The impetus for founding the Liberal Party was a 2014 event dubbed "Whiskeygate" by the media. A beer and spirits convention was banned from using the name Olut & Viski Expo (Beer & Whiskey Expo) by the authorities, because the name was interpreted as being advertising of spirits, which is prohibited by the law. The party was to be founded in protest against what was perceived as overbearing regulation.

Whiskey Party was founded the next year, in 2015. Just before the 2015 parliamentary election, the not-yet-registered party promoted itself by handing out free servings of Whiskey. The party also published a campaigning song, "Vastuullisesti" ("Responsibly").

After the election, the party continued the practice of publicly serving free whiskey to attract signatures for support cards in the cities of Helsinki, Tampere, and Oulu.

By early February 2016, the party had secured the 5,000 signed support cards needed for registration. On 11 February, it submitted its application to the Ministry of Justice, which maintains the political party register of Finland. The party was officially registered on 18 March 2016.
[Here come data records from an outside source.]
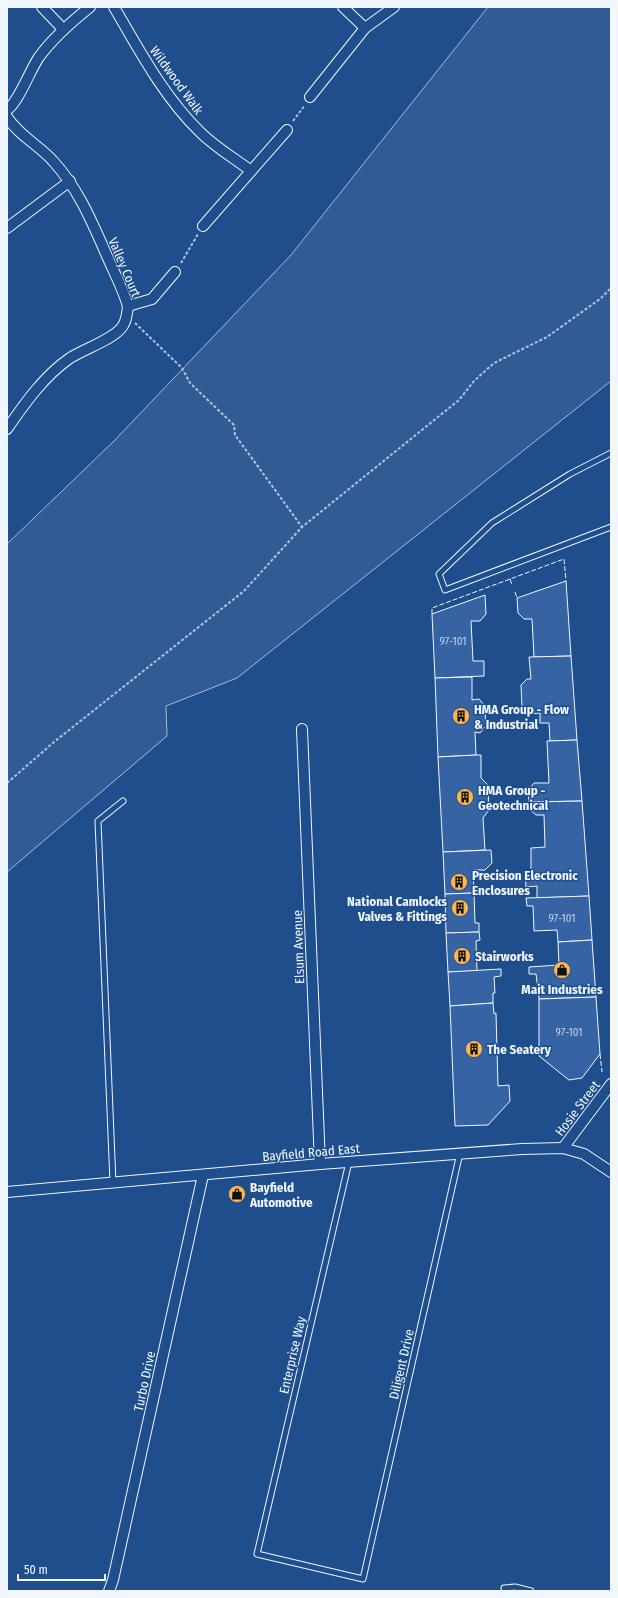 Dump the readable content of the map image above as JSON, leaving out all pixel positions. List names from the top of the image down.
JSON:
{
  "streets": {
    "street": [
      "Wildwood Walk",
      "Valley Court",
      "Elsum Avenue",
      "Hosie Street",
      "Bayfield Road East",
      "Turbo Drive"
    ],
    "lane": ["Enterprise Way", "Diligent Drive"]
  },
  "crossings": [
    ["Elsum Avenue", "Bayfield Road East"],
    ["Hosie Street", "Bayfield Road East"],
    ["Bayfield Road East", "Enterprise Way"],
    ["Bayfield Road East", "Diligent Drive"],
    ["Bayfield Road East", "Turbo Drive"],
    ["Enterprise Way", "Diligent Drive"]
  ],
  "places": {
    "building": [
      "HMA Group - Flow & Industrial",
      "HMA Group - Geotechnical",
      "Precision Electronic Enclosures",
      "National Camlocks Valves & Fittings",
      "Stairworks",
      "The Seatery"
    ],
    "shop": ["Mait Industries", "Bayfield Automotive"]
  },
  "house_numbers": ["97-101", "97-101", "97-101"],
  "scale_bar": "50 m"
}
Soon after, the party had gained enough signatures for registration, it was announced that there will be an election about the official name of the party. On 14 May 2016, the party adopted a new name: Liberaalipuolue ("Liberal Party"). The Finnish patent and registration office, however, did not accept the change due to the existence of similarly named associations, such as: Suomen Liberaalinen Puolue ry (Liberal Party of Finland, registered association) and Liberaalit ry (Liberals, registered association).

On 17 June 2016, the party tried to adopt a new name again: The Liberal Party – Freedom to Choose. The name was accepted by the Finnish patent and registration office on 21 June, as the addition to the name was enough to separate it from other associations.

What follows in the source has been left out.